Exercise instructions: Check each line of the material below for "border", then copy the ones that contain it.

*** Begin section ***

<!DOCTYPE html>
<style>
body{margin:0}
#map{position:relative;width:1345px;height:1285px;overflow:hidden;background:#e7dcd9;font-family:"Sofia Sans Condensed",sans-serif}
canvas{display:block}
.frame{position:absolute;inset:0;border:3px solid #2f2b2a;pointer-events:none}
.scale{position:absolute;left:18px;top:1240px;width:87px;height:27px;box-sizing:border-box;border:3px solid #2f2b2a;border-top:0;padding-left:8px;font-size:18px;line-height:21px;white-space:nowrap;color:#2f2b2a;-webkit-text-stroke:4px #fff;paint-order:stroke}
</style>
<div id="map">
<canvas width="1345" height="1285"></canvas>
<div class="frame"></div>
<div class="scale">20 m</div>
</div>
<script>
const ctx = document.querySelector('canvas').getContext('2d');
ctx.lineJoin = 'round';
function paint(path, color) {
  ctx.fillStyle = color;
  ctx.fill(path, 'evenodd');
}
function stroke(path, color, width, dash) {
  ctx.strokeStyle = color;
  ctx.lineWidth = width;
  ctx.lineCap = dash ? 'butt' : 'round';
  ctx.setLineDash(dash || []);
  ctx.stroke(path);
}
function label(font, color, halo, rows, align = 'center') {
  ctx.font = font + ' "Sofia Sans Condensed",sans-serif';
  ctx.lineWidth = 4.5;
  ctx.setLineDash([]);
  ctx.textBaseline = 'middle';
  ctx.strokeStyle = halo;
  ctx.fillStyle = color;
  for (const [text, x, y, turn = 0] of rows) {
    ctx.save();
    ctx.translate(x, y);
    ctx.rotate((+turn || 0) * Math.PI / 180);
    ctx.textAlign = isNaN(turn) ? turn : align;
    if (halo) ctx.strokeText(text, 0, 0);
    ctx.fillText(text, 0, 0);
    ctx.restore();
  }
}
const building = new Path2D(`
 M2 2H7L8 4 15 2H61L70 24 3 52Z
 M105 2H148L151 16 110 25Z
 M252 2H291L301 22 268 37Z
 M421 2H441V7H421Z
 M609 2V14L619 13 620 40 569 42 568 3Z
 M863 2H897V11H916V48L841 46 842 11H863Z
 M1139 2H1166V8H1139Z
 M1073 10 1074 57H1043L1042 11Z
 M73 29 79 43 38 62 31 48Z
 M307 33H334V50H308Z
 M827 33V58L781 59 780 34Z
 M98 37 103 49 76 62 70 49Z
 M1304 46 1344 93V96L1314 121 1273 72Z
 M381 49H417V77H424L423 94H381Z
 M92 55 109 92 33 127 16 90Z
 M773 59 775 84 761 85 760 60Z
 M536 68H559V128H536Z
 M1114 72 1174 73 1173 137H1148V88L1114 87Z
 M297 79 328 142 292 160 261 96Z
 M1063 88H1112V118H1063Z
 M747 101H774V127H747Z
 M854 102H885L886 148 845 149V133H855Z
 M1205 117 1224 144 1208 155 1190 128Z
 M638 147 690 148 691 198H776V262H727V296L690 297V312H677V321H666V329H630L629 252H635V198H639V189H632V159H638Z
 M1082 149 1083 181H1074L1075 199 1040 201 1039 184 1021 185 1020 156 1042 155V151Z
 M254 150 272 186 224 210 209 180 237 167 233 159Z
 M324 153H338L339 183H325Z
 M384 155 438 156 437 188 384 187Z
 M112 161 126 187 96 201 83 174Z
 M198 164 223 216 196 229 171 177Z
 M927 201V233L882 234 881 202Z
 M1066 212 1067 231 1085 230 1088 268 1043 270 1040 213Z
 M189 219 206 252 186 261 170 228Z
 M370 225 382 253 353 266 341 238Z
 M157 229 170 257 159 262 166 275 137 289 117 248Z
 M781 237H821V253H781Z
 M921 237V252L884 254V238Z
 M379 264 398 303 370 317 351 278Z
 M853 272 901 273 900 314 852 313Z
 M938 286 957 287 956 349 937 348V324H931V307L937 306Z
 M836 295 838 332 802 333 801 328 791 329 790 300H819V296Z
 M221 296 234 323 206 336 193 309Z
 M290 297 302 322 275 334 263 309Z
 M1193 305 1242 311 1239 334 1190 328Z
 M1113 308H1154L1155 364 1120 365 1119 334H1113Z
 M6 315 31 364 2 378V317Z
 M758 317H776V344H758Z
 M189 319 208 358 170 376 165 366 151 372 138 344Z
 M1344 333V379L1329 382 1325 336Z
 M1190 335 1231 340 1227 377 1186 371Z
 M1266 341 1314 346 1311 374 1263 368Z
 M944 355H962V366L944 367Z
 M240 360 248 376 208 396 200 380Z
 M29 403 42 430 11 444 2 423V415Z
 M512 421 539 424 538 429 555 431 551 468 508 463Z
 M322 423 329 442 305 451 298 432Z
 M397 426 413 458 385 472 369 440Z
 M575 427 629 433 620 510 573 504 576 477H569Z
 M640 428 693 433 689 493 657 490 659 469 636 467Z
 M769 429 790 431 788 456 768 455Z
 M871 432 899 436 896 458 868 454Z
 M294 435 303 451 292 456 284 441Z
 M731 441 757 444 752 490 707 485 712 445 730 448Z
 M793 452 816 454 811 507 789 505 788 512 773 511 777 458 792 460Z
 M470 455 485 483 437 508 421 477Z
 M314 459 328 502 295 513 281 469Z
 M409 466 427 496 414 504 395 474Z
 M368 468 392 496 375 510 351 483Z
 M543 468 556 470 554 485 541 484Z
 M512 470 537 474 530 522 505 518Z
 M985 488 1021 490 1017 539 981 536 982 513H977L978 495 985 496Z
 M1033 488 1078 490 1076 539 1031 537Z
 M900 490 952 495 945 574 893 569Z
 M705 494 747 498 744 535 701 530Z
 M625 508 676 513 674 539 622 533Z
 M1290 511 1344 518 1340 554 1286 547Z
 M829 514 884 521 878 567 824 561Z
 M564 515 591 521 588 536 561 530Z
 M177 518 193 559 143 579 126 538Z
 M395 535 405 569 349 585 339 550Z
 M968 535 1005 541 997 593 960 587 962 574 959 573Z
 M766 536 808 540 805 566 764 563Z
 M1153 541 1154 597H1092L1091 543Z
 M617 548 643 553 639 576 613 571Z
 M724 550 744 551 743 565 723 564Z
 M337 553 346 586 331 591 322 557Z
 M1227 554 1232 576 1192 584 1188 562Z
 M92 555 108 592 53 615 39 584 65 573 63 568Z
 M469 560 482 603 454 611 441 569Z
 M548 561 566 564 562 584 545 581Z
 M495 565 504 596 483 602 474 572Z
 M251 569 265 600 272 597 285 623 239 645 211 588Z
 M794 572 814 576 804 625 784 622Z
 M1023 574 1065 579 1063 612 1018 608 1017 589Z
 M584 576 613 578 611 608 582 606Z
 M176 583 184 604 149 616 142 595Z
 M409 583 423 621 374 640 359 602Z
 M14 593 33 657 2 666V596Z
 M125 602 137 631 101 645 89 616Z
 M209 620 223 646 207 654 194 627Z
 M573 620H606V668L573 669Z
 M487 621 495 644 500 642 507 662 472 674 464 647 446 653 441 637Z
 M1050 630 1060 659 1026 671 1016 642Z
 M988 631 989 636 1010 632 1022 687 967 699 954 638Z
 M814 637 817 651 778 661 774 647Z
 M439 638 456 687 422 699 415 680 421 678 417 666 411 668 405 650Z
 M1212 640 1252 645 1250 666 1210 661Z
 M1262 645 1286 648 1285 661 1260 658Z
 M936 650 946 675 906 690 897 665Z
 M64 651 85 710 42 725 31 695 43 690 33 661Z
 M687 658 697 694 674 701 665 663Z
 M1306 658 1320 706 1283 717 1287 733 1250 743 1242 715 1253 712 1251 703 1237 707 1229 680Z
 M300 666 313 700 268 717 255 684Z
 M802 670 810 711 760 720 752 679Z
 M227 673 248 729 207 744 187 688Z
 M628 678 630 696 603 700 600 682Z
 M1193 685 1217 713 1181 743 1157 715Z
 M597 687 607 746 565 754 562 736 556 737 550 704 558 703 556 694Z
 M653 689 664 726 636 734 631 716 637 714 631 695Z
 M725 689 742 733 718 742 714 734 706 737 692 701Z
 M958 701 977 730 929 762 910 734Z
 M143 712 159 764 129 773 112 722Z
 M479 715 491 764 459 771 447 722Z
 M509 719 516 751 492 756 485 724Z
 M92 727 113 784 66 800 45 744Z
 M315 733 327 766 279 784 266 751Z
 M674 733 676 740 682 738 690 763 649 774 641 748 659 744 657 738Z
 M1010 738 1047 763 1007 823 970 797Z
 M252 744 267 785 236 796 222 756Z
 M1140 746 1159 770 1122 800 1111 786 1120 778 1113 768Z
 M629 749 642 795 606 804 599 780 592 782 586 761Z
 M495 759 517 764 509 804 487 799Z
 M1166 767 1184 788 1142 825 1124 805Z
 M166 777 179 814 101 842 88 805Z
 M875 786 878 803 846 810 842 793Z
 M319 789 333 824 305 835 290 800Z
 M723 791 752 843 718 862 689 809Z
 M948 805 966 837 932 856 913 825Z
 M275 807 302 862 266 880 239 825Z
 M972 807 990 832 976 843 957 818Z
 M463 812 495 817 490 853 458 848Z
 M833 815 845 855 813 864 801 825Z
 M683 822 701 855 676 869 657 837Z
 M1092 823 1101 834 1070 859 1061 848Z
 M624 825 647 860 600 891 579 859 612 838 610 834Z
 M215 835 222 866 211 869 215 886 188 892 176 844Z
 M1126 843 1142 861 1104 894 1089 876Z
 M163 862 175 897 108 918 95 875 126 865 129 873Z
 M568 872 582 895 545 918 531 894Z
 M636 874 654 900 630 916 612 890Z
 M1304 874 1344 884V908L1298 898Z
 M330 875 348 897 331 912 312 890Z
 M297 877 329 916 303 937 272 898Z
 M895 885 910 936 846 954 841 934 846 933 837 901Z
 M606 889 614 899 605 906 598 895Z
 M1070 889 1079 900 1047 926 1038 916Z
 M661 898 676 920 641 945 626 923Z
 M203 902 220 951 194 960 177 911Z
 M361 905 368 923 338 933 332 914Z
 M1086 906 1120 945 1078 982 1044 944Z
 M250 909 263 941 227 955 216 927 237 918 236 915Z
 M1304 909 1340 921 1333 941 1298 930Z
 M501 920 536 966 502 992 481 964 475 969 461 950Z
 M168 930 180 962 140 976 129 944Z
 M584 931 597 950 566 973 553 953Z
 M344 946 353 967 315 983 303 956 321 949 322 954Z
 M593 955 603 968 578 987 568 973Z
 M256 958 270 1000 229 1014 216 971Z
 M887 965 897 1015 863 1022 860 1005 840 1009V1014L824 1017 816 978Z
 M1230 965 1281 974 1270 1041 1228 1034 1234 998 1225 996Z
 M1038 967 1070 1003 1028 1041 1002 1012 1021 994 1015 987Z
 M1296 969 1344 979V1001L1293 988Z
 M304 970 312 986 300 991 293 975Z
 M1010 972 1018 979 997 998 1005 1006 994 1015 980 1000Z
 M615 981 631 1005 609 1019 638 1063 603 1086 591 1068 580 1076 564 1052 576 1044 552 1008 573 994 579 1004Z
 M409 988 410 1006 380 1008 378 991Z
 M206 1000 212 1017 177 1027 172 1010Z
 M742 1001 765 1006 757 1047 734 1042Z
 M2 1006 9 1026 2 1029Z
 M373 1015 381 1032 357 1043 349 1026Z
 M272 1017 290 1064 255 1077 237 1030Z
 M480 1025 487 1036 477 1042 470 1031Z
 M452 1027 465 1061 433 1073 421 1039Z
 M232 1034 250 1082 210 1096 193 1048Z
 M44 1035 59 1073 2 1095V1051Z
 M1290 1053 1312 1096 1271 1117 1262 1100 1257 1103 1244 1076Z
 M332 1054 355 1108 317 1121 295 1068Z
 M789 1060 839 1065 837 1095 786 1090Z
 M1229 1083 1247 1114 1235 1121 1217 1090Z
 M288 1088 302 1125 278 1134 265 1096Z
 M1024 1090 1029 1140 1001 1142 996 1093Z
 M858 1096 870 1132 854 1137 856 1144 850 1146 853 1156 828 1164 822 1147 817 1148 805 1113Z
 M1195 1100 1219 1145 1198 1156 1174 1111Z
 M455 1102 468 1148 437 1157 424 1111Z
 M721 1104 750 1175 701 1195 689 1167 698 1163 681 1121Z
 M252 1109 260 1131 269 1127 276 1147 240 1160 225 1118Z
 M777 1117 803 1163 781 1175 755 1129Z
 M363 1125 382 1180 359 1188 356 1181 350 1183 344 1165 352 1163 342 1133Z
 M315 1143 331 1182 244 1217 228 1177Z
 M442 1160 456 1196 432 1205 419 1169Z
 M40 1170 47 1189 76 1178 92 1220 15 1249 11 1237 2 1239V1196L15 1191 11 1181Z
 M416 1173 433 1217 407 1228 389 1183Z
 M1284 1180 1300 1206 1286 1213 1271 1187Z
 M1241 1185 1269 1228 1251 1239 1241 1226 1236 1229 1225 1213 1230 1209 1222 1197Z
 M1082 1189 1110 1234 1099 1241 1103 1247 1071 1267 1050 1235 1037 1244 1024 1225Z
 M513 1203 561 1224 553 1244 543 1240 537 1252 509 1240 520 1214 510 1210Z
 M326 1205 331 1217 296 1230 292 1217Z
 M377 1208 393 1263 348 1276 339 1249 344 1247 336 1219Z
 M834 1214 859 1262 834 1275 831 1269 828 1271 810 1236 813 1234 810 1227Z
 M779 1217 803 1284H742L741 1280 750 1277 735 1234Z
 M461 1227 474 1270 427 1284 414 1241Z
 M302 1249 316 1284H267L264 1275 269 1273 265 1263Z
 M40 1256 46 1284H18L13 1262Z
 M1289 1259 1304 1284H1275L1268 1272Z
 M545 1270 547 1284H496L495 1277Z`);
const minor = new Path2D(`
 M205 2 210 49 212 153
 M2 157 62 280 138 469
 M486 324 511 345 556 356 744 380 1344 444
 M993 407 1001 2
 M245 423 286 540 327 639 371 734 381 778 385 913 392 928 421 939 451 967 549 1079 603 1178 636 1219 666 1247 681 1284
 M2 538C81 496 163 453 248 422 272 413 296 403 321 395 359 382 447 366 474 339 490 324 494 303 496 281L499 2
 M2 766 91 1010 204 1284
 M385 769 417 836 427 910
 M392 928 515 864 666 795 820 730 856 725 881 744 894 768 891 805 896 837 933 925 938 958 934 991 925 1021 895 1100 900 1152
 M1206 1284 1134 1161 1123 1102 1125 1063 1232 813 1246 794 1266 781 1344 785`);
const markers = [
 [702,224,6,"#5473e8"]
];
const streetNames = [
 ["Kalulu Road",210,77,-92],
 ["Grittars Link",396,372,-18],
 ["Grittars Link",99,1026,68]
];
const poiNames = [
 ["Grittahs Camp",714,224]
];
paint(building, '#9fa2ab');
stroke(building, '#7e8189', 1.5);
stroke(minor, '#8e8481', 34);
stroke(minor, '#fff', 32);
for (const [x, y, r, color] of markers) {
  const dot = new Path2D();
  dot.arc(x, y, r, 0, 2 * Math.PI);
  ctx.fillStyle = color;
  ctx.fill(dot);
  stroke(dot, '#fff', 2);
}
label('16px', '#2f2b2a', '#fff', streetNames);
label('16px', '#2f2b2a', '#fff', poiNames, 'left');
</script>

*** End section ***

Written response:
.frame{position:absolute;inset:0;border:3px solid #2f2b2a;pointer-events:none}
.scale{position:absolute;left:18px;top:1240px;width:87px;height:27px;box-sizing:border-box;border:3px solid #2f2b2a;border-top:0;padding-left:8px;font-size:18px;line-height:21px;white-space:nowrap;color:#2f2b2a;-webkit-text-stroke:4px #fff;paint-order:stroke}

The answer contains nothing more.